‘Behind the Candelabra’ (2013) is a dazzling revelation.

4 Jun

Behind the Candelabra posterBefore Elvis, before Elton John and before Freddie Mercury, there was Liberace. If you’re like me and know nothing about the bombastically flamboyant and over-the-top pianist of the sixties and seventies, then Behind the Candelabra is a simultaneously hilarious and educational experience, bursting as it is with camp humour, diamond-encrusted fur coats, destructive arguments and, most noticeably, lots of sex..

Based on the memoirs of Scott Thorson, Liberace’s secret lover, and directed by the legendary Steven Soderbergh (Side Effects, Contagion, the Ocean’s series), Behind the Candelabra is a drama-comedy-biopic hybrid (dromopic?) starring Michael Douglas as the ageing superstar. While approaching middle-age with about as much grace as a hippo on rollerskates, he runs into Scott Thorson; a ridiculous blond wig with Matt Damon lurking underneath. Deep conversations about Liberace’s lack of children and Scott’s lack of parents lead them to form a Platonic father-son relationship, which quickly turns sexual as more and more bubbly jacuzzi baths are shared.

Liberace’s joyous extroversion is completely at odds with Scott’s more subtle introversion, yet an uncontrollable attraction develops; they are opposite poles of the same magnet. Ructions arise as the former’s insatiable sexuality clashes with the latter’s addiction to various narcotics, and the resulting sparks are portrayed, in traditional Soderbergh fashion, with powerful honesty. Priceless vases fly and words cut to the bone, but it’s all handled with grace and an appreciation for the characters’ situation: namely that of a forbidden love in a prejudiced, constantly-watching society.

The makeup and costume design are both top-notch: the highlight being the wig Damon stole from Jon Bon Jovi.

The makeup and costume design are both top-notch: the highlight being the wig Damon stole from Jon Bon Jovi.

Many laughs are had against this backdrop of Las Vegas hedonism. While some of the humour is very contextual and audience-specific (jokes about Jane Fonda making too many ‘message movies’ may fly over heads), Douglas does a sterling job at playing a preposterous, larger-than-life character whose mere presence elicits roars of laughter. Damon is forced to embody the ‘straight man’ (heh) in the face of such crazy exuberance, but Rob Lowe, who plays Scott’s drug dealer and plastic surgeon, deserves special acclaim. Every one of his scenes is downright hilarious; from his stoned facial expressions to what comes out of his substance-ridden mouth, he is a total hoot.

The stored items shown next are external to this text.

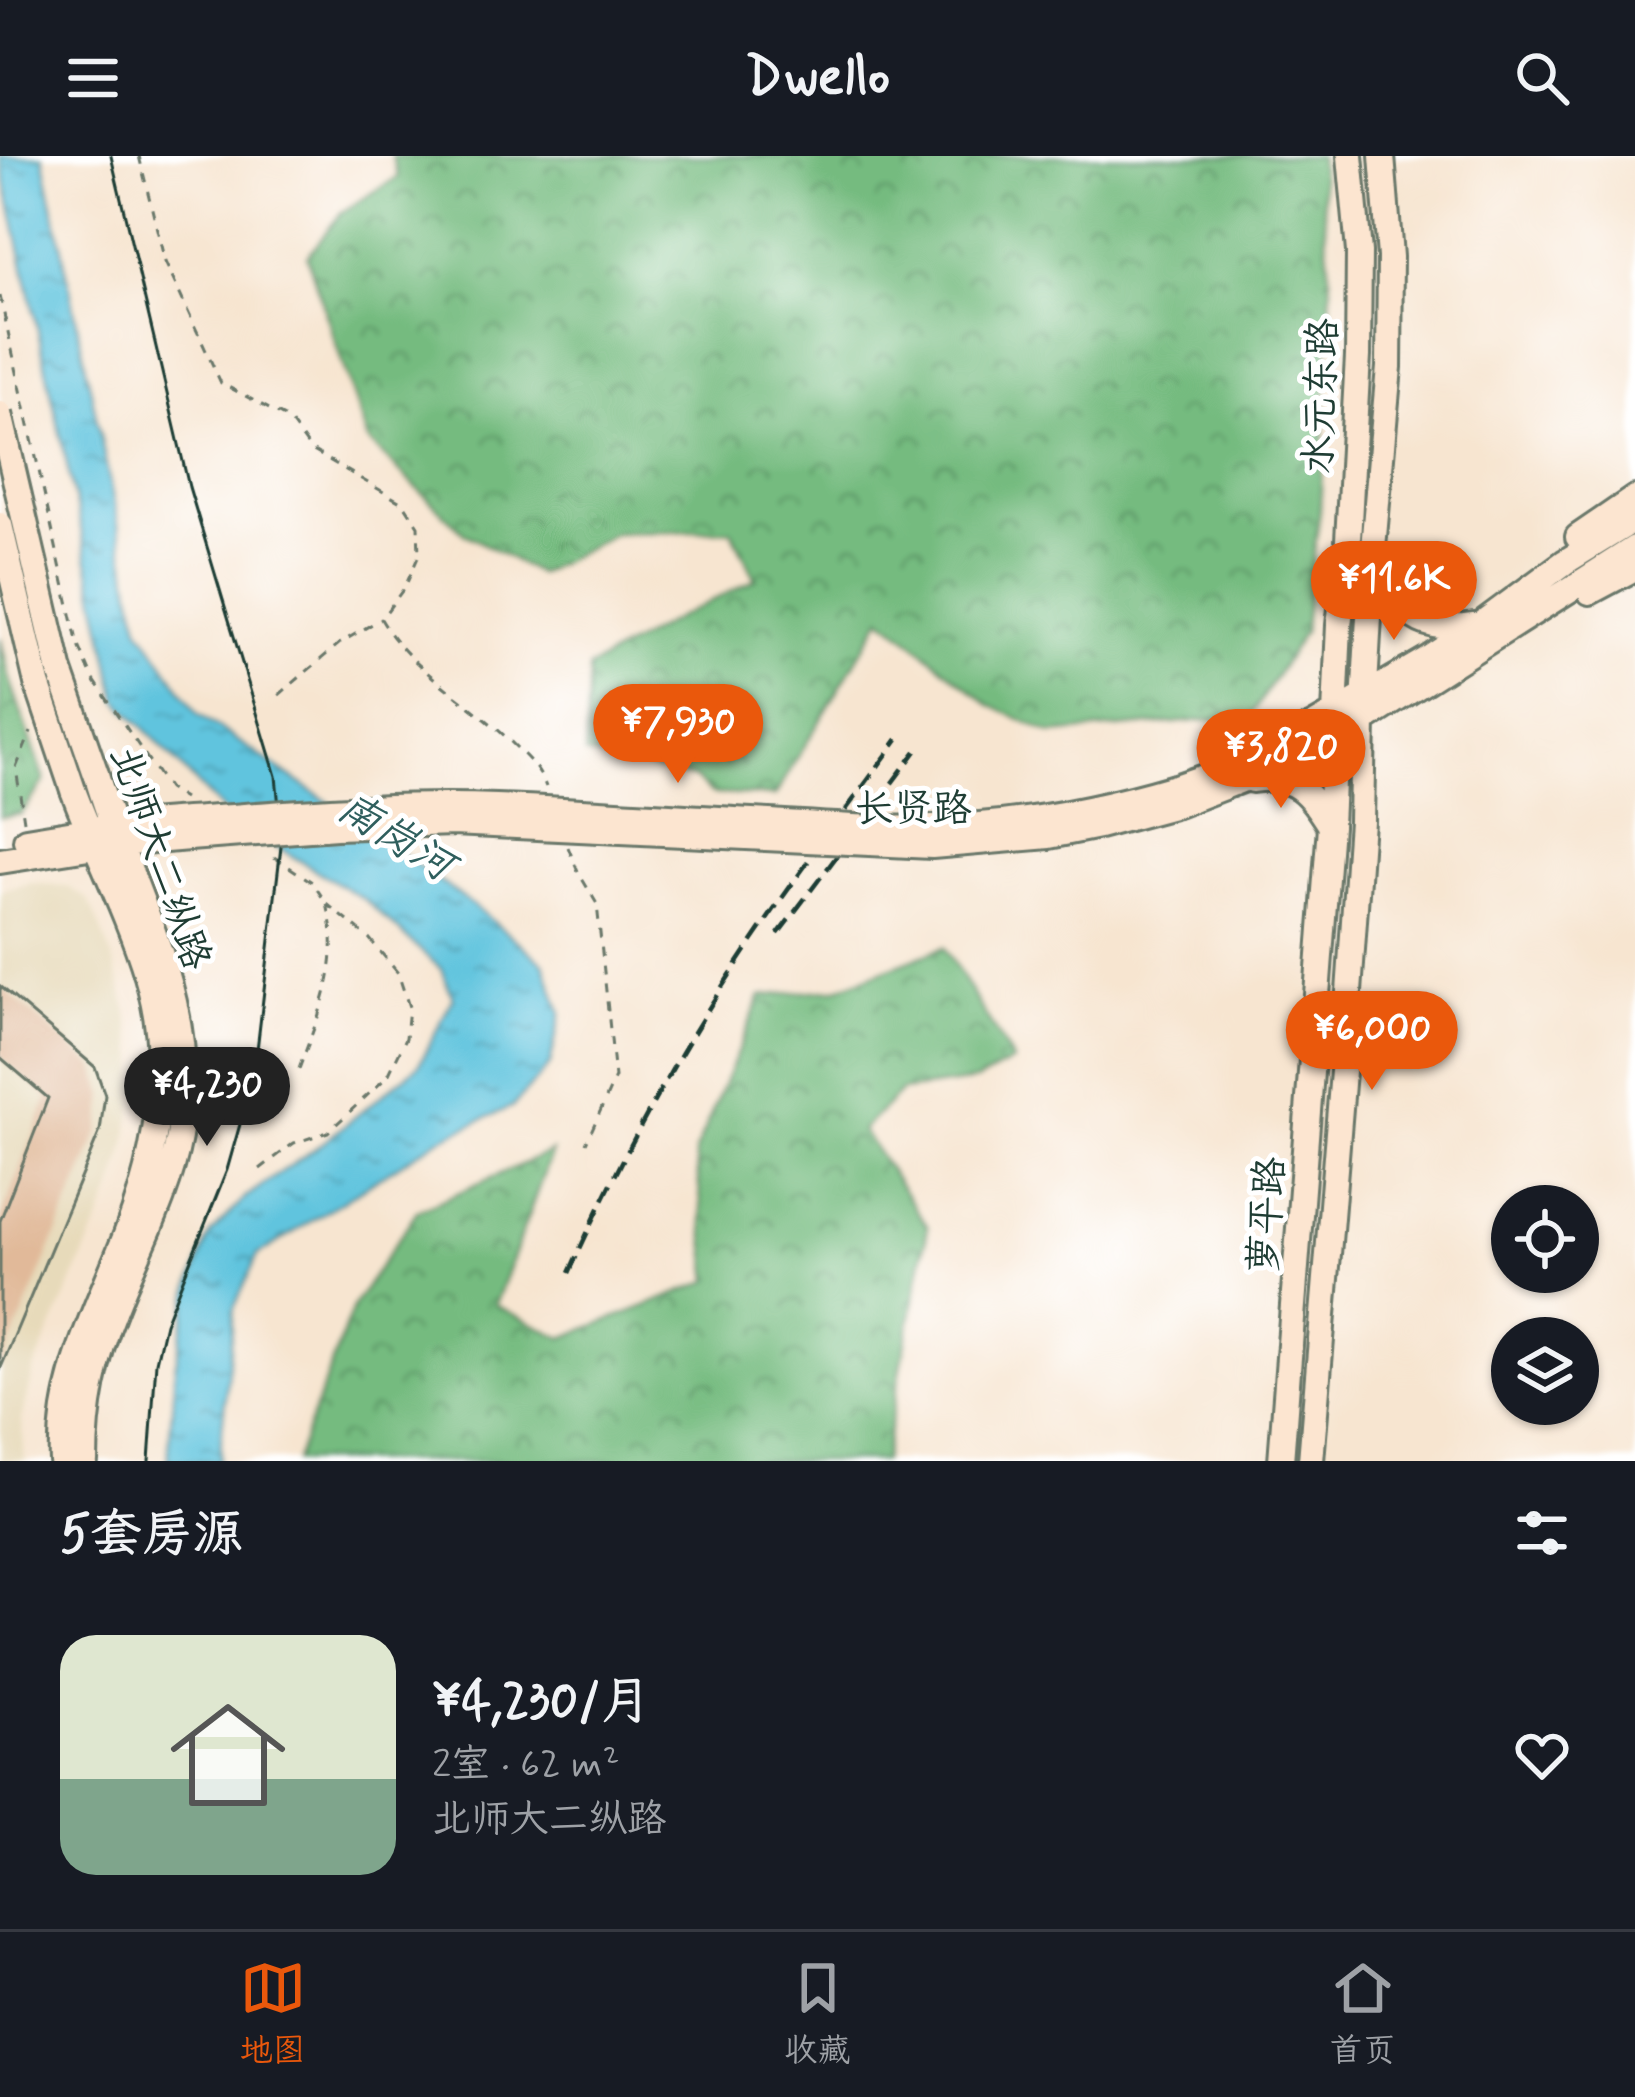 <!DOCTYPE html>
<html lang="zh">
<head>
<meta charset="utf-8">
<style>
  :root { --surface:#171b24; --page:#20242c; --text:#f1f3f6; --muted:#9ea1a6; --line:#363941; --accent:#ea580c }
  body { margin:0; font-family:Mynerve,"LXGW WenKai TC",sans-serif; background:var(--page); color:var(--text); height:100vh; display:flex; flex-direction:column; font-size:45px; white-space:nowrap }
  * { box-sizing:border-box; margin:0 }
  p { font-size:39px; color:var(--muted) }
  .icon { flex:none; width:66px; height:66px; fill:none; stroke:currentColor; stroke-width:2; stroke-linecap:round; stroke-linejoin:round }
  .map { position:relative; height:1305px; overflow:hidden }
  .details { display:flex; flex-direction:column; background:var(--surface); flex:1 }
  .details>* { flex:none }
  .tools { position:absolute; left:1491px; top:1029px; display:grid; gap:24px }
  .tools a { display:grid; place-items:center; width:108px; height:108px; border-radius:50%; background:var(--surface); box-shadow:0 3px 9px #0004; font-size:60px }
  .price { position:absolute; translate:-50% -102px; padding:0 27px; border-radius:42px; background:var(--accent); color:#fff; font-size:39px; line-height:78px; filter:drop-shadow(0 3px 6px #0008) }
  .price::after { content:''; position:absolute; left:50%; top:72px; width:36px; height:27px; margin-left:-18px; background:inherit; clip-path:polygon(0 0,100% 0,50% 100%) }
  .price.current { background:#222; color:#fff }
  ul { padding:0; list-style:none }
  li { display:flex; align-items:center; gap:36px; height:300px; padding:0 60px }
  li+li { border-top:3px solid var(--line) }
  li span { display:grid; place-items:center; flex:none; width:336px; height:240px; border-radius:36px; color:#555 }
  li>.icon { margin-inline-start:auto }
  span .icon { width:144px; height:144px; fill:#fffc; stroke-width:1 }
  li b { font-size:51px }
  h2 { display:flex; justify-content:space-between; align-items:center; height:144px; padding:0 60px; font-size:51px }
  header { display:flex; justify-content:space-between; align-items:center; height:156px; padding:0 60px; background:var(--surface); font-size:54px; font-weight:700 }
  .dock { display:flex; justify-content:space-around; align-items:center; height:168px; border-top:3px solid var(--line); background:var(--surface); font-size:33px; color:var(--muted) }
  .dock a { display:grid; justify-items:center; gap:6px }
  .dock .current { color:var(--accent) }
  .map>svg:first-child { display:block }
</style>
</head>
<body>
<header><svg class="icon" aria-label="menu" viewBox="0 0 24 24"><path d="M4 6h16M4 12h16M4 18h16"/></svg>Dwello<svg class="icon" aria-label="search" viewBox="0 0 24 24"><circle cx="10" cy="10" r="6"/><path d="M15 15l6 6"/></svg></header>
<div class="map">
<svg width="1635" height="1305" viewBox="0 0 1635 1305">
  <defs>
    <pattern id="forest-crowns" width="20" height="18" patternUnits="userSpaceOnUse" patternTransform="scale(3)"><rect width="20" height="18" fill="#74bb7f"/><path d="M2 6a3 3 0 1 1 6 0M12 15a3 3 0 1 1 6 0" fill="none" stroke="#5f9969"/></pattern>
    <pattern id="water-ripples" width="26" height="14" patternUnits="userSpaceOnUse" patternTransform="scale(3)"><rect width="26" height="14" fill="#60c4de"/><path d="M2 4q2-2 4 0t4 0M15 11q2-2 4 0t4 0" fill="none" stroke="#4fa0b5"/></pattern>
  </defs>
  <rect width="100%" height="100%" fill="#fff"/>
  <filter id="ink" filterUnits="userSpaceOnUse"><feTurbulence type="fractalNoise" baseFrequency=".00833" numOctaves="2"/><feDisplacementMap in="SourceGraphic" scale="24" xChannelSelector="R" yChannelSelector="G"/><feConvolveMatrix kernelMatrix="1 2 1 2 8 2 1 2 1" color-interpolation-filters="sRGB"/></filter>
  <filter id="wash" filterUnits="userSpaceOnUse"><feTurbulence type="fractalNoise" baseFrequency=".004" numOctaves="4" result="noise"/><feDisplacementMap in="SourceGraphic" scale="48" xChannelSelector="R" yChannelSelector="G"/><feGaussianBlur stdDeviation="2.7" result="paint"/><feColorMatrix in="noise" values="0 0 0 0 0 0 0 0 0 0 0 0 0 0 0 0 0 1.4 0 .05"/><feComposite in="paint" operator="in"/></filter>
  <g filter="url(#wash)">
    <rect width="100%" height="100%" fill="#f7e5d0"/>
    <path fill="#e7daba" d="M32,727L66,730L88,743L112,800L127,853L136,902L134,938L127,987L111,1039L34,1213L22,1264L25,1305H0V735Z"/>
    <path fill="url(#forest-crowns)" stroke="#4a7c5a" stroke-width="3" d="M392,0H1319L1331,132L1320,354L1303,476L1251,560L1052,578L990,549L882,461L775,640L712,638L694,622L585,598L589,512L675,463L756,423L731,374L615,377L538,418L464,377L368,285L307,100L342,56L398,21Z
      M0,481L10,524L45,625L21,658L0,661Z
      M944,791L1013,905L976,925L901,935L862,974L928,1071L883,1305H295L354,1149L417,1055L552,995L495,1149L563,1182L710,1125L695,996L761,840L835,833Z"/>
    <path fill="url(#water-ripples)" stroke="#408089" stroke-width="3" d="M0,0H43L139,470L198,558L359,667L475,751L544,807L561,856L550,909L513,950L439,983L258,1099L234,1152L219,1305H168L175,1211L192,1127L210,1078L246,1041L324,986L419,909L453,842L441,813L365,744L229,662L118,544Z"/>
    <g id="blocks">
      <path fill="#e1b999" d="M0,830L95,911L105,939L100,975L0,1214V1065L48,942L0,901Z"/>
    </g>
  </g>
  <g filter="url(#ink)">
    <use href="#blocks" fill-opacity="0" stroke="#6b786b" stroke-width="3"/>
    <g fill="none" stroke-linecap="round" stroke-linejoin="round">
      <g stroke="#6b786b" stroke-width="30">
        <path id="secondary" d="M1578,381L1635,342
          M1375,397C1397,451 1410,478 1474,469
          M1590,436L1635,412
          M1252,624C1296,617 1309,637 1330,670
          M1175,631L1207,620L1285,586L1426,504L1481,468L1565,406L1635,363
          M1177,649L1272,612L1363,565L1635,392
          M26,684L111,670L187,664
          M0,705L95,690L189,682
          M62,1305C58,1223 97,1153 126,1079C158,996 173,907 147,820C128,757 96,696 73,634
          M85,1305C85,1252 95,1202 115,1153C137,1096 168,1041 179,981C202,845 132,742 96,618
          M1281,1305L1330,670L1339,469L1347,403L1358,200L1359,96L1350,0
          M1311,1305L1346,879L1361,665L1363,565L1373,392L1389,211L1390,101L1382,0"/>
      </g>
      <path stroke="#6b786b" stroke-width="3" stroke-dasharray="9 9" stroke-linecap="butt" d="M139,0L165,106L221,227L288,263L310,293L404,348L418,370L419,399L405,431L381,463C412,516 469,544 512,587C526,601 539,612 546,631
        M0,140L77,485L92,521L168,633L184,643
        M279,539L340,487L379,464
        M24,665L16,612L31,576
        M568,691L578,716L597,748L615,922L586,987
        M299,913C319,857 343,809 327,748
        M260,1013L294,987L328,976L388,920L406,882L409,851L398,817L369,782L327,748L312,726L268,697"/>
      <use href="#secondary" stroke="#fce5d0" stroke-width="24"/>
      <path stroke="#1f3d34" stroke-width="3" d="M111,0L189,331L276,620L282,682L254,919L227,1014L165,1167L156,1206L149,1305"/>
      <path stroke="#1f3d34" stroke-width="4.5" stroke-dasharray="18 9" stroke-linecap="butt" d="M778,778L916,595
        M569,1117C609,1027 655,939 707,855C765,761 833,672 898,583"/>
      <g stroke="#6b786b" stroke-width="30" stroke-linecap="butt">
        <path id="secondary-bridge" d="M0,258L59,512L96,618
          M0,369L37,527L73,634
          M187,664C290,657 393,647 496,651C587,654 678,661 769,666C836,670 903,676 969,670C1040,665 1107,651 1175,631
          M189,682L336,671L453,667L932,690L1049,680L1099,670L1177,649"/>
      </g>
      <use href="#secondary-bridge" stroke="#fce5d0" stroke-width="24"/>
    </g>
  </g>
  <g text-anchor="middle" stroke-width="10" stroke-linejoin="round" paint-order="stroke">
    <g font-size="39" fill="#1f3d34" stroke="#fff">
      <text transform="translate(1319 240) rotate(-88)" y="14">水元东路</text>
      <text x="913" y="665">长贤路</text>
      <text transform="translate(162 701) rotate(71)" y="14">北师大二纵路</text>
      <text transform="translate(1265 1059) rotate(-86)" y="14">萝平路</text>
    </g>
    <g font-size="42" font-style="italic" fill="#2f5f5e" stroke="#fff">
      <text transform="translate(397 679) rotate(32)" y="15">南岗河</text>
    </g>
  </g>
</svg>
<div class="tools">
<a><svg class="icon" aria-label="locate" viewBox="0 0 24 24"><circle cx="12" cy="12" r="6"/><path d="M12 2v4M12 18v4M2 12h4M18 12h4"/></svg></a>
<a><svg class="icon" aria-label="layers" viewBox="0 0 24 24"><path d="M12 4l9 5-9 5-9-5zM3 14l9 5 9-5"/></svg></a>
</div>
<b class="price" style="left:1394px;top:487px">¥11.6K</b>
<b class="price" style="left:678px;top:630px">¥7,930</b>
<b class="price" style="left:1281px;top:655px">¥3,820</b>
<b class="price" style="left:1372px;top:937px">¥6,000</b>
<b class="price current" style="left:207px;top:993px">¥4,230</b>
</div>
<section class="details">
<h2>5套房源<svg class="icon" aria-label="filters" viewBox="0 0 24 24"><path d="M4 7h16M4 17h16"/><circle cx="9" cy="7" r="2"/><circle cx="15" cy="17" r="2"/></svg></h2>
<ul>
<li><span style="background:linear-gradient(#dfe7d0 60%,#7fa58c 0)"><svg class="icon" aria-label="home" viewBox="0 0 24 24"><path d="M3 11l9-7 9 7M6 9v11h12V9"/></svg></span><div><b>¥4,230/月</b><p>2室 · 62 m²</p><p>北师大二纵路</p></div><svg class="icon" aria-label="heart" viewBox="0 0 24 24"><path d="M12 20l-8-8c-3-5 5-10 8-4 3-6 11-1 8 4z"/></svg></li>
</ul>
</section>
<nav class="dock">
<a class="current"><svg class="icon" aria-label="map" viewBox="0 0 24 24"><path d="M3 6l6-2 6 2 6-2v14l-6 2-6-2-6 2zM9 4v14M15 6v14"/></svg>地图</a>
<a><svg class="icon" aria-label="saved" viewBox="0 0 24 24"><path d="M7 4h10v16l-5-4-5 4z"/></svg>收藏</a>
<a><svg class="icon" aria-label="home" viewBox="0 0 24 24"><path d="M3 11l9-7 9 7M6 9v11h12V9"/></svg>首页</a>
</nav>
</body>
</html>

The pacing is a little clunky – the film takes a good twenty minutes to summon any laughs, but once the train gets rolling, it stays on course for the remainder of its 118 minute-duration. All the razzmatazz brings to mind The Great Gatsby of recent weeks, but where the two films differ is in execution rather than aesthetics: while Gatsby is an ironically shallow experience, there is far more to this particular film than gratuitous glam. Laden with equal amounts of innuendo, great acting, and cocaine, Behind the Candelabra is a raucous and incredibly entertaining comedy concealing a poignant, heartstring-tugging drama. An excellent movie.

[Written for The Student Standard]

Simon says: worth seeing for the rhinestone-studded clothing alone.